What is expected ->
Every record is to be transcribed exactly as written.
[[ Information supplied open ]]
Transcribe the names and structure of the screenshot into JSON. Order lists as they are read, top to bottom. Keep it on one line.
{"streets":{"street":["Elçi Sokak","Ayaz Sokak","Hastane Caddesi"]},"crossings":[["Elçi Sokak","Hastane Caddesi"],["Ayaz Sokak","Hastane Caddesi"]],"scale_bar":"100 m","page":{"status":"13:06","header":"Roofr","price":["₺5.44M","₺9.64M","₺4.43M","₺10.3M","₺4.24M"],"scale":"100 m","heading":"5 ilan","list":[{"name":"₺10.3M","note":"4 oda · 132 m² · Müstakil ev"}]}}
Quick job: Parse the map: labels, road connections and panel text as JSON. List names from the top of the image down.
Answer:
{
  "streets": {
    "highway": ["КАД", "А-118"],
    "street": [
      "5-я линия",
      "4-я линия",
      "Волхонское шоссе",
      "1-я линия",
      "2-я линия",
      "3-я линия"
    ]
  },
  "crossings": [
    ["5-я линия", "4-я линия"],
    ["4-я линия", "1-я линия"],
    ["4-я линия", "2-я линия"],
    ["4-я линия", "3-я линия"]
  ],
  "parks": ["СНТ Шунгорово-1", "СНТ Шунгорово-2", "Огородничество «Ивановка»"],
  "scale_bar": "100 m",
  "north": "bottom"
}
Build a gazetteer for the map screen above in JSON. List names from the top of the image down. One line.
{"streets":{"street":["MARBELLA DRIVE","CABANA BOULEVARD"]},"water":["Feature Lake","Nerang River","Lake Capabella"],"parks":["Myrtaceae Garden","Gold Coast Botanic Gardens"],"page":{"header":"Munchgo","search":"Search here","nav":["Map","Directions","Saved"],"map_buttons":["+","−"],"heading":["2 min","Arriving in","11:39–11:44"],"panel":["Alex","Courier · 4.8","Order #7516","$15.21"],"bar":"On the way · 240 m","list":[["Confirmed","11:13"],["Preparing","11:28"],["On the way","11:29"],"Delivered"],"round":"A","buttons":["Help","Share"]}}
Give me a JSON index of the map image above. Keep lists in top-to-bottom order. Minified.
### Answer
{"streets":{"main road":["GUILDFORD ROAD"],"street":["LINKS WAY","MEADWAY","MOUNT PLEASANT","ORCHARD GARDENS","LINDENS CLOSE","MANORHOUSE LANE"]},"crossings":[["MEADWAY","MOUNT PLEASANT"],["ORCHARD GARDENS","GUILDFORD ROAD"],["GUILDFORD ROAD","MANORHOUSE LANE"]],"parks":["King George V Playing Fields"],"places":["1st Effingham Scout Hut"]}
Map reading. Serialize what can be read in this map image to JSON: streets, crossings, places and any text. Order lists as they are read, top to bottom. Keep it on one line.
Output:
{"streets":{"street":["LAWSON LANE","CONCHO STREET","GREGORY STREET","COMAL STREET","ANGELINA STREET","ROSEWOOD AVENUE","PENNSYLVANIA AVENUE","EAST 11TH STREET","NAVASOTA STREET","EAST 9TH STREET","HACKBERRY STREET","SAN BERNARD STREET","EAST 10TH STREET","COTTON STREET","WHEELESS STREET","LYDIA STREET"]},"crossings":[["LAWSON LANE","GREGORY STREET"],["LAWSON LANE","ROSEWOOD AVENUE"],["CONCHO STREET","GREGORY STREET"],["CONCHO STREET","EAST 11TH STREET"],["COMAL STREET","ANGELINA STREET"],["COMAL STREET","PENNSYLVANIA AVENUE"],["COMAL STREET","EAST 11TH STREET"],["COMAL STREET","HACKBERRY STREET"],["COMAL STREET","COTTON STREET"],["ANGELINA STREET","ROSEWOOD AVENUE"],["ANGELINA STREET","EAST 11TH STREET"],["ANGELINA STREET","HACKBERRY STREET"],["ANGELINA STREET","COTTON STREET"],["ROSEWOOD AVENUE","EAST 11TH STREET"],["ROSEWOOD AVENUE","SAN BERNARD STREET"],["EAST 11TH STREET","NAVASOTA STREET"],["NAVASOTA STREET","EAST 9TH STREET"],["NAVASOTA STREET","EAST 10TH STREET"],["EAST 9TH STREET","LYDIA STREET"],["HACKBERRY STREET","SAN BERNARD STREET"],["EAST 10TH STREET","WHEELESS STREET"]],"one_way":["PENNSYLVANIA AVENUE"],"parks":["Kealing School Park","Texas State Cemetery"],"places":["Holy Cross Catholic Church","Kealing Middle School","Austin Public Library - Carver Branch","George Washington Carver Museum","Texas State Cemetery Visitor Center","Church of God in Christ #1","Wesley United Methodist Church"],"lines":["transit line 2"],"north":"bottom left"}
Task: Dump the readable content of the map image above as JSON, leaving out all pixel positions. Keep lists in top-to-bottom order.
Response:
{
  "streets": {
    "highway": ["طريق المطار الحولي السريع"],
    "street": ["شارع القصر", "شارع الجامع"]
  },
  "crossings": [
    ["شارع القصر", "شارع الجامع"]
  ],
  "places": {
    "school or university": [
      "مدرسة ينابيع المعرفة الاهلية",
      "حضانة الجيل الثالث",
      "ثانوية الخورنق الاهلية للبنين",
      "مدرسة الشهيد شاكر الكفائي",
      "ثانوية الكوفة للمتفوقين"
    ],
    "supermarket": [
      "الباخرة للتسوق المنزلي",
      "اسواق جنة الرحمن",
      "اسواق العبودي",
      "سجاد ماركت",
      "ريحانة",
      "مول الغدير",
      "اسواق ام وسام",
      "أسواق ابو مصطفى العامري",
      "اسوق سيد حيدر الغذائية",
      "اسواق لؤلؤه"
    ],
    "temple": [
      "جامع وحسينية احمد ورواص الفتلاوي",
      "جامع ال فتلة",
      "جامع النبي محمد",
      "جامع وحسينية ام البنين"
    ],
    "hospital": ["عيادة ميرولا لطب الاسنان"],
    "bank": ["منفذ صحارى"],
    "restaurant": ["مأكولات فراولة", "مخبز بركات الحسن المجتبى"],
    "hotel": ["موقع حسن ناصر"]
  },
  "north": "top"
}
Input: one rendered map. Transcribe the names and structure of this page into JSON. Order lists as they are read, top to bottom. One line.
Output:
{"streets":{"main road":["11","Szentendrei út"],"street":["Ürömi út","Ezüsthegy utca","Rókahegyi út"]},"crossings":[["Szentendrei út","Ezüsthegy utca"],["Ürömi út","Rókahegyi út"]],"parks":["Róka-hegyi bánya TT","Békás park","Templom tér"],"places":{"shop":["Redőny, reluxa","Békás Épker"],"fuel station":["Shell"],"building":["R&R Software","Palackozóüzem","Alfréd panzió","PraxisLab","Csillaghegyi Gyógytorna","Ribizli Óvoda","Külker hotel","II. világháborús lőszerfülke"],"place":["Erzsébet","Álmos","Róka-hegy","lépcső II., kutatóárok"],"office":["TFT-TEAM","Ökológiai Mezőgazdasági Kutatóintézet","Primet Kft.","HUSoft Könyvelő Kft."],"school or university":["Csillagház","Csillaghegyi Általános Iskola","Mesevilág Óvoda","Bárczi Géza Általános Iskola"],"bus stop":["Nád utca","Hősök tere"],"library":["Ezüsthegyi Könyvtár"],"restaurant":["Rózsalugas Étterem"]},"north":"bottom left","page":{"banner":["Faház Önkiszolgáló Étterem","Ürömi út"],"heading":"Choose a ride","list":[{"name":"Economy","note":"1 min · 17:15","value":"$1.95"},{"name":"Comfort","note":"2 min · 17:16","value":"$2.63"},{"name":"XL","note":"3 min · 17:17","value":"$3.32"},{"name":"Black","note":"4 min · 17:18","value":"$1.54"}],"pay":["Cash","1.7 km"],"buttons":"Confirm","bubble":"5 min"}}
[[ Information supplied closed ]]
Response ->
Transcribe the names and structure of the screenshot into JSON. Order lists as they are read, top to bottom. Keep it on one line.
{"streets":{"street":["Elçi Sokak","Ayaz Sokak","Hastane Caddesi"]},"crossings":[["Elçi Sokak","Hastane Caddesi"],["Ayaz Sokak","Hastane Caddesi"]],"scale_bar":"100 m","page":{"status":"13:06","header":"Roofr","price":["₺5.44M","₺9.64M","₺4.43M","₺10.3M","₺4.24M"],"scale":"100 m","heading":"5 ilan","list":[{"name":"₺10.3M","note":"4 oda · 132 m² · Müstakil ev"}]}}
Quick job: Parse the map: labels, road connections and panel text as JSON. List names from the top of the image down.
Answer:
{
  "streets": {
    "highway": ["КАД", "А-118"],
    "street": [
      "5-я линия",
      "4-я линия",
      "Волхонское шоссе",
      "1-я линия",
      "2-я линия",
      "3-я линия"
    ]
  },
  "crossings": [
    ["5-я линия", "4-я линия"],
    ["4-я линия", "1-я линия"],
    ["4-я линия", "2-я линия"],
    ["4-я линия", "3-я линия"]
  ],
  "parks": ["СНТ Шунгорово-1", "СНТ Шунгорово-2", "Огородничество «Ивановка»"],
  "scale_bar": "100 m",
  "north": "bottom"
}
Build a gazetteer for the map screen above in JSON. List names from the top of the image down. One line.
{"streets":{"street":["MARBELLA DRIVE","CABANA BOULEVARD"]},"water":["Feature Lake","Nerang River","Lake Capabella"],"parks":["Myrtaceae Garden","Gold Coast Botanic Gardens"],"page":{"header":"Munchgo","search":"Search here","nav":["Map","Directions","Saved"],"map_buttons":["+","−"],"heading":["2 min","Arriving in","11:39–11:44"],"panel":["Alex","Courier · 4.8","Order #7516","$15.21"],"bar":"On the way · 240 m","list":[["Confirmed","11:13"],["Preparing","11:28"],["On the way","11:29"],"Delivered"],"round":"A","buttons":["Help","Share"]}}
Give me a JSON index of the map image above. Keep lists in top-to-bottom order. Minified.
### Answer
{"streets":{"main road":["GUILDFORD ROAD"],"street":["LINKS WAY","MEADWAY","MOUNT PLEASANT","ORCHARD GARDENS","LINDENS CLOSE","MANORHOUSE LANE"]},"crossings":[["MEADWAY","MOUNT PLEASANT"],["ORCHARD GARDENS","GUILDFORD ROAD"],["GUILDFORD ROAD","MANORHOUSE LANE"]],"parks":["King George V Playing Fields"],"places":["1st Effingham Scout Hut"]}
Map reading. Serialize what can be read in this map image to JSON: streets, crossings, places and any text. Order lists as they are read, top to bottom. Keep it on one line.
Output:
{"streets":{"street":["LAWSON LANE","CONCHO STREET","GREGORY STREET","COMAL STREET","ANGELINA STREET","ROSEWOOD AVENUE","PENNSYLVANIA AVENUE","EAST 11TH STREET","NAVASOTA STREET","EAST 9TH STREET","HACKBERRY STREET","SAN BERNARD STREET","EAST 10TH STREET","COTTON STREET","WHEELESS STREET","LYDIA STREET"]},"crossings":[["LAWSON LANE","GREGORY STREET"],["LAWSON LANE","ROSEWOOD AVENUE"],["CONCHO STREET","GREGORY STREET"],["CONCHO STREET","EAST 11TH STREET"],["COMAL STREET","ANGELINA STREET"],["COMAL STREET","PENNSYLVANIA AVENUE"],["COMAL STREET","EAST 11TH STREET"],["COMAL STREET","HACKBERRY STREET"],["COMAL STREET","COTTON STREET"],["ANGELINA STREET","ROSEWOOD AVENUE"],["ANGELINA STREET","EAST 11TH STREET"],["ANGELINA STREET","HACKBERRY STREET"],["ANGELINA STREET","COTTON STREET"],["ROSEWOOD AVENUE","EAST 11TH STREET"],["ROSEWOOD AVENUE","SAN BERNARD STREET"],["EAST 11TH STREET","NAVASOTA STREET"],["NAVASOTA STREET","EAST 9TH STREET"],["NAVASOTA STREET","EAST 10TH STREET"],["EAST 9TH STREET","LYDIA STREET"],["HACKBERRY STREET","SAN BERNARD STREET"],["EAST 10TH STREET","WHEELESS STREET"]],"one_way":["PENNSYLVANIA AVENUE"],"parks":["Kealing School Park","Texas State Cemetery"],"places":["Holy Cross Catholic Church","Kealing Middle School","Austin Public Library - Carver Branch","George Washington Carver Museum","Texas State Cemetery Visitor Center","Church of God in Christ #1","Wesley United Methodist Church"],"lines":["transit line 2"],"north":"bottom left"}
Task: Dump the readable content of the map image above as JSON, leaving out all pixel positions. Keep lists in top-to-bottom order.
Response:
{
  "streets": {
    "highway": ["طريق المطار الحولي السريع"],
    "street": ["شارع القصر", "شارع الجامع"]
  },
  "crossings": [
    ["شارع القصر", "شارع الجامع"]
  ],
  "places": {
    "school or university": [
      "مدرسة ينابيع المعرفة الاهلية",
      "حضانة الجيل الثالث",
      "ثانوية الخورنق الاهلية للبنين",
      "مدرسة الشهيد شاكر الكفائي",
      "ثانوية الكوفة للمتفوقين"
    ],
    "supermarket": [
      "الباخرة للتسوق المنزلي",
      "اسواق جنة الرحمن",
      "اسواق العبودي",
      "سجاد ماركت",
      "ريحانة",
      "مول الغدير",
      "اسواق ام وسام",
      "أسواق ابو مصطفى العامري",
      "اسوق سيد حيدر الغذائية",
      "اسواق لؤلؤه"
    ],
    "temple": [
      "جامع وحسينية احمد ورواص الفتلاوي",
      "جامع ال فتلة",
      "جامع النبي محمد",
      "جامع وحسينية ام البنين"
    ],
    "hospital": ["عيادة ميرولا لطب الاسنان"],
    "bank": ["منفذ صحارى"],
    "restaurant": ["مأكولات فراولة", "مخبز بركات الحسن المجتبى"],
    "hotel": ["موقع حسن ناصر"]
  },
  "north": "top"
}
Input: one rendered map. Transcribe the names and structure of this page into JSON. Order lists as they are read, top to bottom. One line.
Output:
{"streets":{"main road":["11","Szentendrei út"],"street":["Ürömi út","Ezüsthegy utca","Rókahegyi út"]},"crossings":[["Szentendrei út","Ezüsthegy utca"],["Ürömi út","Rókahegyi út"]],"parks":["Róka-hegyi bánya TT","Békás park","Templom tér"],"places":{"shop":["Redőny, reluxa","Békás Épker"],"fuel station":["Shell"],"building":["R&R Software","Palackozóüzem","Alfréd panzió","PraxisLab","Csillaghegyi Gyógytorna","Ribizli Óvoda","Külker hotel","II. világháborús lőszerfülke"],"place":["Erzsébet","Álmos","Róka-hegy","lépcső II., kutatóárok"],"office":["TFT-TEAM","Ökológiai Mezőgazdasági Kutatóintézet","Primet Kft.","HUSoft Könyvelő Kft."],"school or university":["Csillagház","Csillaghegyi Általános Iskola","Mesevilág Óvoda","Bárczi Géza Általános Iskola"],"bus stop":["Nád utca","Hősök tere"],"library":["Ezüsthegyi Könyvtár"],"restaurant":["Rózsalugas Étterem"]},"north":"bottom left","page":{"banner":["Faház Önkiszolgáló Étterem","Ürömi út"],"heading":"Choose a ride","list":[{"name":"Economy","note":"1 min · 17:15","value":"$1.95"},{"name":"Comfort","note":"2 min · 17:16","value":"$2.63"},{"name":"XL","note":"3 min · 17:17","value":"$3.32"},{"name":"Black","note":"4 min · 17:18","value":"$1.54"}],"pay":["Cash","1.7 km"],"buttons":"Confirm","bubble":"5 min"}}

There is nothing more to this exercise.